If $$L[i]$$ is the language matched when starting from state i, then $$L[i] = \bigcup\limits_{c \in A} c L[\tau(i, c)] \cup E[i]$$, where $$\tau$$ is the transition function and $$E[i]$$ is the language that just matches the empty string if $$i$$ is an accepting state, else is the empty language.

That is, every string matched when starting from $$i$$ is either the empty string, or it is a single character prepended to a string from the language you get starting from the state that character causes a transition to. This is a disjoint union! Given a string in the union it is either empty, or you can look at its first character to identify which one of the branches it belongs to.

This means we can calculate the generating function as $$g_{L[i]}(x) = x \sum\limits_{c \in A} g_{L[\tau(i, c)]} + \epsilon[i]$$, where $$\epsilon[i]$$ is $$1$$ if this is an accepting state or $$0$$ otherwise.

(The extra factor of $$x$$ comes from the fact that we’ve added an extra character to the beginning language, so every string has its length increased by $$1$$).

But this is a linear system of equations in the generating functions! There’s that unknown variable $$x$$, but you can just treat that as meaning it’s a linear system of equations whose parameters live in the field of rational functions.

In particular, and importantly, we can use sympy to solve this rather than having to write our own linear solving routines (we can’t use a standard numpy-esque solver because of the symbolic parameter):

def compute_generating_functions(accepting, transitions): assert len(accepting) == len(transitions) n = len(accepting) z = sympy.Symbol('z', real=True) weights = {} for i in range(n): weights[(i, i)] = 1 for _, j in transitions[i].items(): key = (i, j) weights[key] = weights.get(key, 0) - z matrix = SparseMatrix( n, n, weights ) vector = sympy.Matrix(n, 1, list(map(int, accepting))) return z, matrix.LUsolve(vector)

This simultaneously solves the linear equations for all of the states of the DFA. So a result looks like this:

In []: rd.compute_generating_functions([False, False, True], [{0: 1}, {0: 2}, {0: 2}]) Out[]: (z, Matrix([ [z**2/(-z + 1)], [ z/(-z + 1)], [ 1/(-z + 1)]]))

This calculates the generating functions for the language that matches any string of two or more 0 bytes.

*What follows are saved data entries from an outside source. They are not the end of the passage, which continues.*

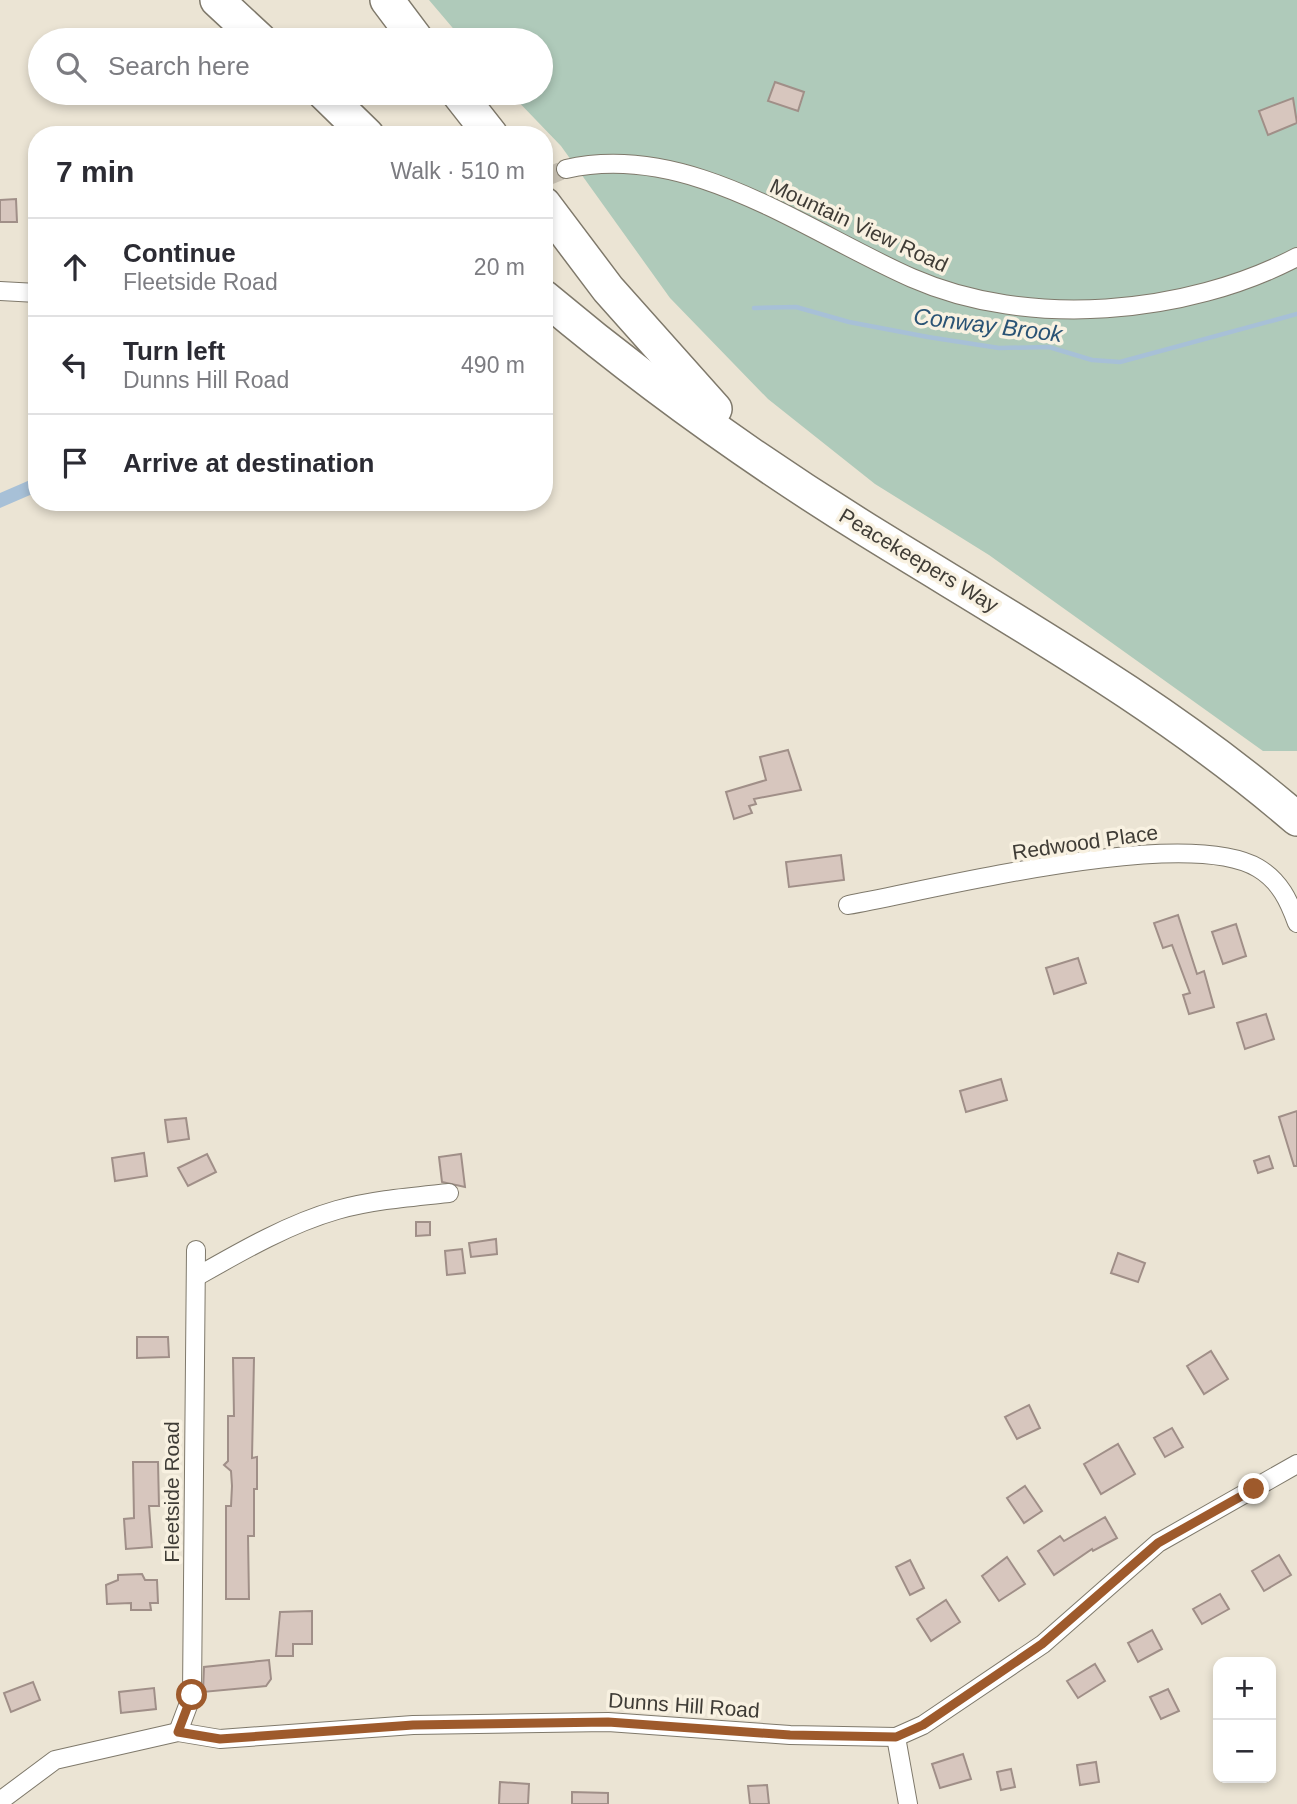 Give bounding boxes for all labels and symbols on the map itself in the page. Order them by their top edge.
street label: Mountain View Road [766,174,952,276]
water label: Conway Brook [912,303,1065,347]
street label: Peacekeepers Way [835,503,1003,617]
street label: Redwood Place [1011,820,1159,864]
street label: Fleetside Road [160,1421,183,1563]
route end [1238,1473,1269,1504]
route start [176,1679,207,1710]
street label: Dunns Hill Road [608,1688,760,1722]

Now that we’ve calculated the generating functions, we can randomly walk the DFA to run the desired Boltzmann sampler! The counting generating function provides the weights for our random walks, and moving to one of the languages in our disjoint union is precisely either stopping the walk or transitioning to another state.

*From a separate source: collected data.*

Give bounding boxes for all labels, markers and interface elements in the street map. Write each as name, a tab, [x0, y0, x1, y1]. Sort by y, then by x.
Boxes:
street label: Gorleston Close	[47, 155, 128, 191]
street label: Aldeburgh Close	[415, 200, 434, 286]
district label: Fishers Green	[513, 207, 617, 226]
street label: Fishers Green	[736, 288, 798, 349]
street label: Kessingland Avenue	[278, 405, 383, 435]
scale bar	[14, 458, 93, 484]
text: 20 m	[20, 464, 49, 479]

We start at the initial state, and at each stage we choose between one of $$|A| + 1$$ actions: We can either emit a single character and transition to the corresponding new state, or we can stop. Each of these are weighted by the generating function of the language applied to our Boltzmann sampling parameter: The option “halt now” is given weight $$1$$, and the action “emit character c” is given weight $$x g_{L[\tau(i, c)]}(x)$$ – i.e. $$x$$ times the state weight we’ve already calculated for the target state.

This is just a discrete distribution over a finite number of possibilities, so we can use the alias method to build a sampler for it.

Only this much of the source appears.